=== Problem requirements ===
Return all lines from the entries below in which the word "absolute" is present.

=== Records shown ===

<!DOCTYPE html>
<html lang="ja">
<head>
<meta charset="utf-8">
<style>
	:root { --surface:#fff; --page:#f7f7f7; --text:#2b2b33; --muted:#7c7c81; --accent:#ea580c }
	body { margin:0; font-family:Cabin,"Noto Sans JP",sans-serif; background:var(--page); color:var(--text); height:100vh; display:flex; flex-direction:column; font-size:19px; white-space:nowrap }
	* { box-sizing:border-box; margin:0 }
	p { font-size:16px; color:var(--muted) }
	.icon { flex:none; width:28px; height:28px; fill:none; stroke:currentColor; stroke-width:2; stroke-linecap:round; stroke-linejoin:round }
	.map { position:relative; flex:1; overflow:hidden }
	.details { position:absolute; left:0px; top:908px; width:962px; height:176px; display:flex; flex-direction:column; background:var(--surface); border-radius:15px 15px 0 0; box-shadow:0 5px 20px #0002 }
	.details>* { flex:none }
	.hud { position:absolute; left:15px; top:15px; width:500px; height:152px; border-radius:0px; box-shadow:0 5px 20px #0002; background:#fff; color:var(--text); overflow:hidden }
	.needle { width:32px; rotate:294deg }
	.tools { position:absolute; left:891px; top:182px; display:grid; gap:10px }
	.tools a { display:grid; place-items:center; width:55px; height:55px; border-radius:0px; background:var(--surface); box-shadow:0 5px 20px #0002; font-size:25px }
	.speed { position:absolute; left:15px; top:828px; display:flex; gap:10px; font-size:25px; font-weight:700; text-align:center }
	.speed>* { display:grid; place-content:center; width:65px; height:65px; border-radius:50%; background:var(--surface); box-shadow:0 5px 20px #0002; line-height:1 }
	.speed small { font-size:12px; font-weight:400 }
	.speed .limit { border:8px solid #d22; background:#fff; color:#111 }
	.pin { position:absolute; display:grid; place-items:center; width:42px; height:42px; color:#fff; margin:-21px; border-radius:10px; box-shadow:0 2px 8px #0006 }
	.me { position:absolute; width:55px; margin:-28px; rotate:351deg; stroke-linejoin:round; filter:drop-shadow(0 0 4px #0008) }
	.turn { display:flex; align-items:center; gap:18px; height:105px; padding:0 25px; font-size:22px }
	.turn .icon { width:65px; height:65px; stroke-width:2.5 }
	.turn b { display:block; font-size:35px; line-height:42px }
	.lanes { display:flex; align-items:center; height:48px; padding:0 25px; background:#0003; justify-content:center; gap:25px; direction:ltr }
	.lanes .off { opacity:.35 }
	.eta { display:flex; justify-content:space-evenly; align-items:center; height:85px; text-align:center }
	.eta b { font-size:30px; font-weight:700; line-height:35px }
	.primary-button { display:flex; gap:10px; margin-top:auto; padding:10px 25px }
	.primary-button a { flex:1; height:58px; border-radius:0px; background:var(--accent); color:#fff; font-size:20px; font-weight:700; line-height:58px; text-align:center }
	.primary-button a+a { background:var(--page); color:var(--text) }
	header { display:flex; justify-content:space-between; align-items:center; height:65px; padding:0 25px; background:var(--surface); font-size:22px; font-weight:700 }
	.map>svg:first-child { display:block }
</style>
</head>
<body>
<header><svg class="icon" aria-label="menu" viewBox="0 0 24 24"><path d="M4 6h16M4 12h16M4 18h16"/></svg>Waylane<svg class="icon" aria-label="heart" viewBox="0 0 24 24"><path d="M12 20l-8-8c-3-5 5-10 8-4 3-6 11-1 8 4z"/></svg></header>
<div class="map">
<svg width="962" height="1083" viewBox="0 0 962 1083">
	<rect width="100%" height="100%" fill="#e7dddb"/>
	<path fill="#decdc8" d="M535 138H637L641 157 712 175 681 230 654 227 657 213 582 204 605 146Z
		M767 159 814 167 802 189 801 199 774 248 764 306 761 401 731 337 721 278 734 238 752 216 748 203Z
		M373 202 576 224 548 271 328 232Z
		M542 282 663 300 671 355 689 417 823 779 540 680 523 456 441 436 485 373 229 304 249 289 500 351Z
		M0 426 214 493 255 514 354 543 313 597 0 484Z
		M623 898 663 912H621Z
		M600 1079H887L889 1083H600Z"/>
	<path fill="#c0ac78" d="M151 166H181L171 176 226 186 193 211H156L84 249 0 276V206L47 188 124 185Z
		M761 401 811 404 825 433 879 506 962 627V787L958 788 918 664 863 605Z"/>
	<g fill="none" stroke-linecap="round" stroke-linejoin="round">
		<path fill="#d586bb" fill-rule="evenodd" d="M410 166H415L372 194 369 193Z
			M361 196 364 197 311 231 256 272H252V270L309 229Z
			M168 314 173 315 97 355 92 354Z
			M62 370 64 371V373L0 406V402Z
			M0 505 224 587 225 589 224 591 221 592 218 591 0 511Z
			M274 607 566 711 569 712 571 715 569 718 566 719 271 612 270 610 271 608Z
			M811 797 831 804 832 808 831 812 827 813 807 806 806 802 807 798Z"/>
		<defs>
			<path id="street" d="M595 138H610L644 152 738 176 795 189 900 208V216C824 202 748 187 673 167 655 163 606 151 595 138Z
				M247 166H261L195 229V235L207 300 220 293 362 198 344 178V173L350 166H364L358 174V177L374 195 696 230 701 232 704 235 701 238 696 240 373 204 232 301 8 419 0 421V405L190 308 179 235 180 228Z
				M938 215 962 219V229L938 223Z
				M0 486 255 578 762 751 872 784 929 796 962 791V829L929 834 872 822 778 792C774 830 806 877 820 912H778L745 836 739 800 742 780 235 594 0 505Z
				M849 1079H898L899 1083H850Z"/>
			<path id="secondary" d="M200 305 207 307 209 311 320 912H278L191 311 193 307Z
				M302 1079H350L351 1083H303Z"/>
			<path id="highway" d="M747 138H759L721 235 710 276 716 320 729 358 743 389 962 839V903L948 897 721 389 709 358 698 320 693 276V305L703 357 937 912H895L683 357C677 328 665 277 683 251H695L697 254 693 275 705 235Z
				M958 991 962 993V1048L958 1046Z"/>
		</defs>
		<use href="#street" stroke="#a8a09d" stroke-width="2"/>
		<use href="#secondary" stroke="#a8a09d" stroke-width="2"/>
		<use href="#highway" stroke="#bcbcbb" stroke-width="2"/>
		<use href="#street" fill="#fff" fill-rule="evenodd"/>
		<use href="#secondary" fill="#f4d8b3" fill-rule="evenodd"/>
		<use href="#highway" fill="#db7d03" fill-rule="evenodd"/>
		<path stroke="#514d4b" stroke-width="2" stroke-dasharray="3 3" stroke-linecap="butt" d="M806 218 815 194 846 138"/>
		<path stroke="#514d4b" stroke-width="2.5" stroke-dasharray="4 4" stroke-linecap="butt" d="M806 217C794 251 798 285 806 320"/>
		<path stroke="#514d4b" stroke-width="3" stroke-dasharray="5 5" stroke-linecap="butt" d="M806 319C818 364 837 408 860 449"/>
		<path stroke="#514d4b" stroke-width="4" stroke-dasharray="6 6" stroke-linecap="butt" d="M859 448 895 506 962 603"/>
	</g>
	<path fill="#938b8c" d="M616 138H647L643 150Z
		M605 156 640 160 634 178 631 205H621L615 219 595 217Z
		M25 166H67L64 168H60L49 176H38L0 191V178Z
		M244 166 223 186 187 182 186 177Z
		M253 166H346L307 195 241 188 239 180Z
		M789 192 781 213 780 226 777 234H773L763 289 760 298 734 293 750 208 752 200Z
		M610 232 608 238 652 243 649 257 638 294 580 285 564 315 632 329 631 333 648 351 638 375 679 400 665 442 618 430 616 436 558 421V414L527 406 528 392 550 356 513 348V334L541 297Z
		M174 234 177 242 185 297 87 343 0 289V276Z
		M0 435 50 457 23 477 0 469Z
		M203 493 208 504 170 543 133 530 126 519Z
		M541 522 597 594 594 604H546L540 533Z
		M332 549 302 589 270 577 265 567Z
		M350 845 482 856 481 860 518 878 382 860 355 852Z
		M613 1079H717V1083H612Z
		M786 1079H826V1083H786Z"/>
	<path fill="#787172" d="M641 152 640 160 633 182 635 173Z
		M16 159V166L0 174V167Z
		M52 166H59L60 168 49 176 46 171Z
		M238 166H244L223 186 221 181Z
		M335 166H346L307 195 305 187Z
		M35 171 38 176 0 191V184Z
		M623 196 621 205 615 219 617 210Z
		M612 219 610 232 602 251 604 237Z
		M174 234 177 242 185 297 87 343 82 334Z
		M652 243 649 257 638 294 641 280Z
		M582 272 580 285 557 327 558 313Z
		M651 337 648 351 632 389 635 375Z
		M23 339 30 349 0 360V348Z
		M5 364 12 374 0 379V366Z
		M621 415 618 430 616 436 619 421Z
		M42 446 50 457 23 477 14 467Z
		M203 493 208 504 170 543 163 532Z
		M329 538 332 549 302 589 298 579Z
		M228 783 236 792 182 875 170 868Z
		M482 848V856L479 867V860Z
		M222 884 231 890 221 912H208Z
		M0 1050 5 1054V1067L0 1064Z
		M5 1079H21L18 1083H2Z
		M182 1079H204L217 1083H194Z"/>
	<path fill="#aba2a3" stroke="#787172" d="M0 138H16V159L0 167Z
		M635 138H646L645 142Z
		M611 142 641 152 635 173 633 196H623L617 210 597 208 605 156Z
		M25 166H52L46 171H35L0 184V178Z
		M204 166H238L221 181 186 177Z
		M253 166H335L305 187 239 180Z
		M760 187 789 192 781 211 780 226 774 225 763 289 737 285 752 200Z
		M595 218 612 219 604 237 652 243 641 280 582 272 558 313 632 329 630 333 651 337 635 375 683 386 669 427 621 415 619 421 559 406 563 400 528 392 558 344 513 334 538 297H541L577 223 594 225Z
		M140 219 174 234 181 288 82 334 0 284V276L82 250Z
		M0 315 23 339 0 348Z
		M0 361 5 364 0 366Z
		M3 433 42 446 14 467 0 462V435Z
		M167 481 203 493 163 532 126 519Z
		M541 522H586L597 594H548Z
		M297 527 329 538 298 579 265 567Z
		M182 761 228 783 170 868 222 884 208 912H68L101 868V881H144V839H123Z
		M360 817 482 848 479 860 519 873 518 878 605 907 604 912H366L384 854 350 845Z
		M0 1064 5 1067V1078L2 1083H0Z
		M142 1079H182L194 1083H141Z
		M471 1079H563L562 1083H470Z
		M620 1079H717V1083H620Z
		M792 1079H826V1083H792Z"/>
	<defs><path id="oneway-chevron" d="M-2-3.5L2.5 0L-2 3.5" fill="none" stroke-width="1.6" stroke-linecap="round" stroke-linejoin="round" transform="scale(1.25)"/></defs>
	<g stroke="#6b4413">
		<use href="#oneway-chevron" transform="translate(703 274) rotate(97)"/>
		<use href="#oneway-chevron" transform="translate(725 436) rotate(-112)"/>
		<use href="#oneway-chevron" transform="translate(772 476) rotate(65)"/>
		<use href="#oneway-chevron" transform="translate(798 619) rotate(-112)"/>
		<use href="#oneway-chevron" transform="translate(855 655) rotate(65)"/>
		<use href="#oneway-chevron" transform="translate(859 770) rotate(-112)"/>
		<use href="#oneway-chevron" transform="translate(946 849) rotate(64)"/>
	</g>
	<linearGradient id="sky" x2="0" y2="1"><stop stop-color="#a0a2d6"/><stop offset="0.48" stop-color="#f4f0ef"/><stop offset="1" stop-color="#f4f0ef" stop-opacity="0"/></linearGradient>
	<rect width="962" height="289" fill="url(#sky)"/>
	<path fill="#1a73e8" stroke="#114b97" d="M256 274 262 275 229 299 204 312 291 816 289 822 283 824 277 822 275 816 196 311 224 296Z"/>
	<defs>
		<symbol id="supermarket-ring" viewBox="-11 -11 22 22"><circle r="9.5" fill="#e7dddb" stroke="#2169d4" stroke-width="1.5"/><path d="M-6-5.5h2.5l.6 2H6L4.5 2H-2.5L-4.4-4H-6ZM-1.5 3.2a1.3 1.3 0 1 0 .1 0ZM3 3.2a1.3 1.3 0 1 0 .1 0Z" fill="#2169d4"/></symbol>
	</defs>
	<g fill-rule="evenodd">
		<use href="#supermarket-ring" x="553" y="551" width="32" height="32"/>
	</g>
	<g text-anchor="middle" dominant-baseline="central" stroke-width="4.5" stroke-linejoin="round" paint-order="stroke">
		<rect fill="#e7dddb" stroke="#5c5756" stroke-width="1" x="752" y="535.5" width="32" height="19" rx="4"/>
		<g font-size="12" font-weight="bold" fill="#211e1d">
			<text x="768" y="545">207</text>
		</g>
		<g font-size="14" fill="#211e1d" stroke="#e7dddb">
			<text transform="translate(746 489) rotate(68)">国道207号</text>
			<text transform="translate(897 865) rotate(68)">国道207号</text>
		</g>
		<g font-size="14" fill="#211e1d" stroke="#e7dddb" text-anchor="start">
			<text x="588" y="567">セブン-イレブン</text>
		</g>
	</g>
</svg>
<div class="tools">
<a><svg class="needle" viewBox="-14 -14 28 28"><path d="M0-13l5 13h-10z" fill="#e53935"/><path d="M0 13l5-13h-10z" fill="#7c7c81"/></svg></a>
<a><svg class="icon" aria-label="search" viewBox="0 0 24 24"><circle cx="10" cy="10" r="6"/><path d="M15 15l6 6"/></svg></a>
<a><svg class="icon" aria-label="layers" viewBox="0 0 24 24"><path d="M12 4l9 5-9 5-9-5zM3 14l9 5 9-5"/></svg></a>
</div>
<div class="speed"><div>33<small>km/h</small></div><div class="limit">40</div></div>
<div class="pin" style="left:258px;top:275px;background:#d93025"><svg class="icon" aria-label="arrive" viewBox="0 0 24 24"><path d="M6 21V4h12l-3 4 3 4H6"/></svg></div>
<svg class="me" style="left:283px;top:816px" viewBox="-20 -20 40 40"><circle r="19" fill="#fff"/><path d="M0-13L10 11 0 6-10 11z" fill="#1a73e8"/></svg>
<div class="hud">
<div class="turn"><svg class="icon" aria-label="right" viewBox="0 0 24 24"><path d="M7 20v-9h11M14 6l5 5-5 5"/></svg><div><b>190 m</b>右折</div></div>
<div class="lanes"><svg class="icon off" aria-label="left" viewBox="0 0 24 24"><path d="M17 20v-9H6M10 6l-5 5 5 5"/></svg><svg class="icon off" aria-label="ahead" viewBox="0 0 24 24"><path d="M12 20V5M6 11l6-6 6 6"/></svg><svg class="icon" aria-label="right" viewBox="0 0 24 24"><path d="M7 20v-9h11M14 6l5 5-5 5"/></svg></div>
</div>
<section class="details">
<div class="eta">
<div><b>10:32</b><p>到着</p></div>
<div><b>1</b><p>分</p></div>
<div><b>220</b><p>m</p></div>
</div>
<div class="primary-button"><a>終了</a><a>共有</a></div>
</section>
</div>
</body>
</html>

=== Written answer ===
	.details { position:absolute; left:0px; top:908px; width:962px; height:176px; display:flex; flex-direction:column; background:var(--surface); border-radius:15px 15px 0 0; box-shadow:0 5px 20px #0002 }
	.hud { position:absolute; left:15px; top:15px; width:500px; height:152px; border-radius:0px; box-shadow:0 5px 20px #0002; background:#fff; color:var(--text); overflow:hidden }
	.tools { position:absolute; left:891px; top:182px; display:grid; gap:10px }
	.speed { position:absolute; left:15px; top:828px; display:flex; gap:10px; font-size:25px; font-weight:700; text-align:center }
	.pin { position:absolute; display:grid; place-items:center; width:42px; height:42px; color:#fff; margin:-21px; border-radius:10px; box-shadow:0 2px 8px #0006 }
	.me { position:absolute; width:55px; margin:-28px; rotate:351deg; stroke-linejoin:round; filter:drop-shadow(0 0 4px #0008) }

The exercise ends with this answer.